A family in Des Moines, Iowa adopted a 4-month-old baby from South Korea. He grew up without knowing that he was Korean until he became the center of attention at school for “being Asian.” He then realized that he could not pronounce the letter “R.” His father tried training him for an hour every night before bedtime. By then, he had already lost his confidence. Until he turned 20, the kid avoided saying words that required him to pronounce the “R” sound.

Zach Benson’s journey, reported in local newspaper Des Moines Register, is the latest heartwarming story after the Korean-American adoptee has found a passion in dancing. The self-proclaimed “digital nomad,” now 31, is traveling around the globe to fulfill his creative nature and to run his business in South Korea and the Philippines.

Benson is a B-Boy, a hip hop dancer. His job requires him to travel around the world to express his passion and creativity. “Dancing gives me freedom,” he said.

What is his biggest value in life? “Bet on something you want to do in life and run towards your dream,” Benson said.

Benson first piqued his interest in dancing during college. Often a kid who lacked confidence, he was compelled to dedicate himself to dancing, which he says gives him “a way to express” who he really is.

Iowa is obviously a predominantly a region of Caucasians.
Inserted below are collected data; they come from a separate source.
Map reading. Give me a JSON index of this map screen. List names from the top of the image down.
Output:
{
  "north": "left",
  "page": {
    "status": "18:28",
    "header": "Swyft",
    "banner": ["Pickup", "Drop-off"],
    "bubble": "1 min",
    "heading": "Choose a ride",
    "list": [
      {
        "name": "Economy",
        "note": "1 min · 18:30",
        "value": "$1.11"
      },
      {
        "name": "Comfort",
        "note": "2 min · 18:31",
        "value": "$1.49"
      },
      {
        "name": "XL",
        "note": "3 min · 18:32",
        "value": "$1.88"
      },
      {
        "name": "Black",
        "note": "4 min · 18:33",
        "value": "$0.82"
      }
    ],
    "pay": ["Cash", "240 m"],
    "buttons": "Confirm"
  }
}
Benson blamed himself for never being able to pronounce the “R” sound. Avoiding people and conversations became his habit. When he was introduced to dancing to hip hop music, he had finally found liberation. He began by simply mimicking the videos he saw on YouTube.

In 2007, Benson met a girl during a college leadership conference in Iowa. She told him that all he needs is “an ability to deliver his feelings” instead of stressing over his speech impediment. Benson says he has not been worried about engaging in conversations since. His confidence had been restored.

After Benson graduated from Central College in Pella, he was encouraged by a professor to “commit everything” to chase his dream. He went on to work as a volunteer to help the impoverished in Atlanta and also as a trainer at a fitness center in Des Moines.

The breakthrough moment for Benson came in 2010 when he made it to the fourth round of the reality TV show “So You Think You Can Dance.” That is when he decided that he simply cannot give up on dancing. He enrolled at a dancing school in Los Angeles. By featuring in music videos and TV ads, Benson was able to build his resume.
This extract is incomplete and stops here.